(Records contained in a dataset)

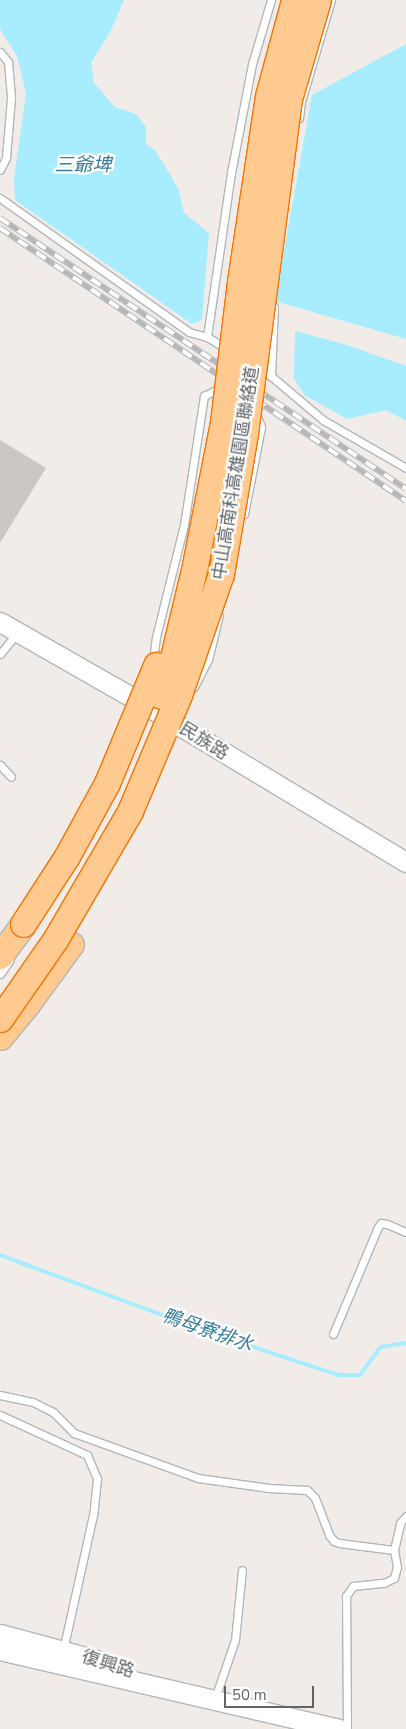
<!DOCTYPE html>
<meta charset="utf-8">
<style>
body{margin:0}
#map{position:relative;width:406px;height:1729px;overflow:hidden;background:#f1ece7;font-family:"Nunito Sans","Noto Sans TC",sans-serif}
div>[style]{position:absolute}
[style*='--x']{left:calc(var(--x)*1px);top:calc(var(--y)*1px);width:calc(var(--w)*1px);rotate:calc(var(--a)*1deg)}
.water>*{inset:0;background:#a8edff}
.stream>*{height:4px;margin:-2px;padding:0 2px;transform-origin:2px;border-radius:2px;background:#a8edff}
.building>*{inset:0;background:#ccc7c4}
.roads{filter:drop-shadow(1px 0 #b2b6b9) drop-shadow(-1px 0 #b2b6b9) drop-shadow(0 1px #b2b6b9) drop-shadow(0 -1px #b2b6b9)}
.lane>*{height:7px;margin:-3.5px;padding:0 3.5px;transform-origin:3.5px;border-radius:3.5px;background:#fff}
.secondary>*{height:19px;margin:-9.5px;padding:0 9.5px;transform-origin:9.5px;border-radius:9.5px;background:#fff}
.highway>*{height:25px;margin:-12.5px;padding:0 12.5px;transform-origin:12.5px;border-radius:12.5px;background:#ffca8f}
.rail>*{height:5.5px;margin-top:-2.75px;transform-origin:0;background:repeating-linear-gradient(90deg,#fff 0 11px,#b5b6b7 0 22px);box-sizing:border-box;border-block:1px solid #b5b6b7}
.bridges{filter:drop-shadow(1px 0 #f77300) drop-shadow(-1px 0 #f77300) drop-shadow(0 1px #f77300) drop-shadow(0 -1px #f77300)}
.highway-bridge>*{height:25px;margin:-12.5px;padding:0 12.5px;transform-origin:12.5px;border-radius:12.5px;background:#ffca8f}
span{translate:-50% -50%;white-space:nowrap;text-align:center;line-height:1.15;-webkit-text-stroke:4.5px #fff;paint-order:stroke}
.street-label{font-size:18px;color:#5e6467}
.water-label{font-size:19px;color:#387e9a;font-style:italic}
.scale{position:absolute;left:224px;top:1686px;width:90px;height:22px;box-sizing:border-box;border:2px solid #5e6467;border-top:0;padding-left:6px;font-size:15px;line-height:18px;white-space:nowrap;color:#5e6467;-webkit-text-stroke:4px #fff;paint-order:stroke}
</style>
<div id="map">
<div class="water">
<i style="clip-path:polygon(0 0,124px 0,111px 30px,91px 63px,94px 83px,115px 107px,136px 114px,146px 127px,146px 144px,155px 150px,178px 188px,184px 213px,209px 233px,202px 320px,192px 324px,15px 200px,14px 179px,26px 94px,17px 56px,0 29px)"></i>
<i style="clip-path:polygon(406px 44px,406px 339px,275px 301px,312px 95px)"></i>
<i style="clip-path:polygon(295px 331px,344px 344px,406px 366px,406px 421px,386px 410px,347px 419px,304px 395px,294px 378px)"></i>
</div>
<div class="stream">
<i style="--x:0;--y:1255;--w:228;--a:20.3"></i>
<i style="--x:214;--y:1334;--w:132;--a:18.2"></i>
<i style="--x:339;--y:1375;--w:21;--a:0"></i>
<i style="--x:360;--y:1375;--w:34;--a:-54"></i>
<i style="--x:380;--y:1347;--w:26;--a:-9"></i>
</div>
<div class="building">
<i style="clip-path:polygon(0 440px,46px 468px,0 543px)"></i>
</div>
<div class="roads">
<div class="lane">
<i style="--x:0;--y:52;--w:13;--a:51"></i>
<i style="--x:8;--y:62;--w:36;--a:85"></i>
<i style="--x:11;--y:98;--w:60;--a:94.8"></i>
<i style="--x:6;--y:158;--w:13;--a:117"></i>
<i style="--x:299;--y:118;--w:16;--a:-83"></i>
<i style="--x:301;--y:102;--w:106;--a:-73.6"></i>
<i style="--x:0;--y:198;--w:232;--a:35.3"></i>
<i style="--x:189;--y:332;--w:19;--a:16"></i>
<i style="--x:207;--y:337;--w:23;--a:31"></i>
<i style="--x:207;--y:337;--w:166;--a:-81.7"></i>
<i style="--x:231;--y:173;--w:111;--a:-79.1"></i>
<i style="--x:252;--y:64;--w:67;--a:-73.5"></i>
<i style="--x:258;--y:368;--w:15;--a:32"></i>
<i style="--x:271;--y:376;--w:68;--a:40.2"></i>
<i style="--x:323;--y:420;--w:96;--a:30"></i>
<i style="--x:271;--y:376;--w:69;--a:-87.5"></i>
<i style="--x:244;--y:514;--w:89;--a:-78.9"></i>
<i style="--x:261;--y:427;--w:15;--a:-110"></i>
<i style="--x:0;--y:654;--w:27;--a:-51"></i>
<i style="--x:153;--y:661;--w:24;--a:-83"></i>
<i style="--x:156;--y:637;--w:115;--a:-76"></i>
<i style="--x:184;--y:525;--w:131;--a:-81.2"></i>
<i style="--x:204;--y:396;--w:13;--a:-27"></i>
<i style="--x:216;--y:390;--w:5;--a:22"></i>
<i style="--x:194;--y:687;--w:30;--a:-63"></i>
<i style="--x:208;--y:660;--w:46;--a:-76.3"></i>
<i style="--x:0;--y:765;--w:16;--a:47"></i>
<i style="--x:0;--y:974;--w:16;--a:-55"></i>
<i style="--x:333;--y:1334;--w:116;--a:-67.2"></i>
<i style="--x:378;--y:1227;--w:5;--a:-53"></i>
<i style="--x:381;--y:1223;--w:6;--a:9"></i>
<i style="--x:387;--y:1224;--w:21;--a:23"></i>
<i style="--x:0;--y:1395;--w:34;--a:12"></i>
<i style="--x:33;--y:1402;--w:22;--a:27"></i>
<i style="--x:53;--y:1412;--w:30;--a:45"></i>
<i style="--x:74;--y:1433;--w:132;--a:19.9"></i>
<i style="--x:198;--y:1478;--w:72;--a:8"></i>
<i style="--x:269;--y:1488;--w:38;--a:3"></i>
<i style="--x:307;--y:1490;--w:11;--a:45"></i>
<i style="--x:315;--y:1498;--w:40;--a:69"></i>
<i style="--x:329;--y:1535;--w:8;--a:50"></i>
<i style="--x:334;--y:1541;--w:5;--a:22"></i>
<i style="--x:339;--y:1543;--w:55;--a:7.3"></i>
<i style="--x:0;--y:1415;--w:96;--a:24.7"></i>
<i style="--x:87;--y:1455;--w:26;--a:67"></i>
<i style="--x:97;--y:1479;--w:36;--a:96"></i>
<i style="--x:93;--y:1515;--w:138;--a:102.5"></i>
<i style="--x:215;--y:1698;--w:61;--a:-71"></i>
<i style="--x:235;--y:1640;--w:70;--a:-84.3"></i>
<i style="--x:347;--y:1729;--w:133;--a:-90.4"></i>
<i style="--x:346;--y:1596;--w:12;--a:-55"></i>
<i style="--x:353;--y:1586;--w:31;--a:-6"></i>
<i style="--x:384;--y:1583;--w:11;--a:-27"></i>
<i style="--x:394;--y:1578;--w:11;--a:-75"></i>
<i style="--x:397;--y:1567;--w:17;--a:-100"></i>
<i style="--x:394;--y:1550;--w:28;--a:-77"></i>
<i style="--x:400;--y:1523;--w:9;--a:-49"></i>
</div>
<div class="secondary">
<i style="--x:0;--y:622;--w:169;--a:29.7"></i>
<i style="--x:147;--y:706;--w:302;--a:31.1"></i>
<i style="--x:0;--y:1634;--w:100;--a:15"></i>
<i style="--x:0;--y:1650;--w:348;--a:13.1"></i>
</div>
<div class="highway">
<i style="--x:0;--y:956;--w:39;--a:-54"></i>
<i style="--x:0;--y:1037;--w:43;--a:-50.7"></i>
<i style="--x:27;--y:1004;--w:74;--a:-53.7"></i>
</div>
</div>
<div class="rail">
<i style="--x:0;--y:218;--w:488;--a:33.7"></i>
<i style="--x:0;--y:228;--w:489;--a:33.9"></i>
</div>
<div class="bridges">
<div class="highway-bridge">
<i style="--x:161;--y:696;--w:15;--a:-67"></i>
<i style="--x:167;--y:682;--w:120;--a:-76.5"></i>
<i style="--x:195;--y:565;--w:146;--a:-78.9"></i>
<i style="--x:223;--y:422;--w:142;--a:-83.1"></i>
<i style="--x:240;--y:281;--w:187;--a:-81.4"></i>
<i style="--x:268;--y:96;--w:99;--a:-74.8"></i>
<i style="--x:23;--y:924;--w:81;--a:-57.1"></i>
<i style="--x:67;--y:856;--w:83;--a:-61.3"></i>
<i style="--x:107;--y:783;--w:128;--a:-67.4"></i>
<i style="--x:0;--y:1019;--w:96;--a:-55.2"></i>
<i style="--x:55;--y:940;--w:149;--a:-59.8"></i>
<i style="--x:130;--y:811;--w:126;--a:-67.1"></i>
<i style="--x:179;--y:695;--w:128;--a:-70.9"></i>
<i style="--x:221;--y:574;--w:143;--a:-80.3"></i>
<i style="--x:245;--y:433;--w:337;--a:-82.5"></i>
<i style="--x:289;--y:99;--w:103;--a:-73.7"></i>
</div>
</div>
<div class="street-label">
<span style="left:236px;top:473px;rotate:-81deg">中山高南科高雄園區聯絡道</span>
<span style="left:204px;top:741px;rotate:32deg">民族路</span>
<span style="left:108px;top:1664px;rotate:17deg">復興路</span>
</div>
<div class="water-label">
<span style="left:83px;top:166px">三爺埤</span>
<span style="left:207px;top:1331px;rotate:19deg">鴨母寮排水</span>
</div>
<div class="scale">50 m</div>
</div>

▶ DESCRIPTION OF THE TASK
Your answer should be every line above that contains the word "lane".

▶ ANSWER SECTION
.lane>*{height:7px;margin:-3.5px;padding:0 3.5px;transform-origin:3.5px;border-radius:3.5px;background:#fff}
<div class="lane">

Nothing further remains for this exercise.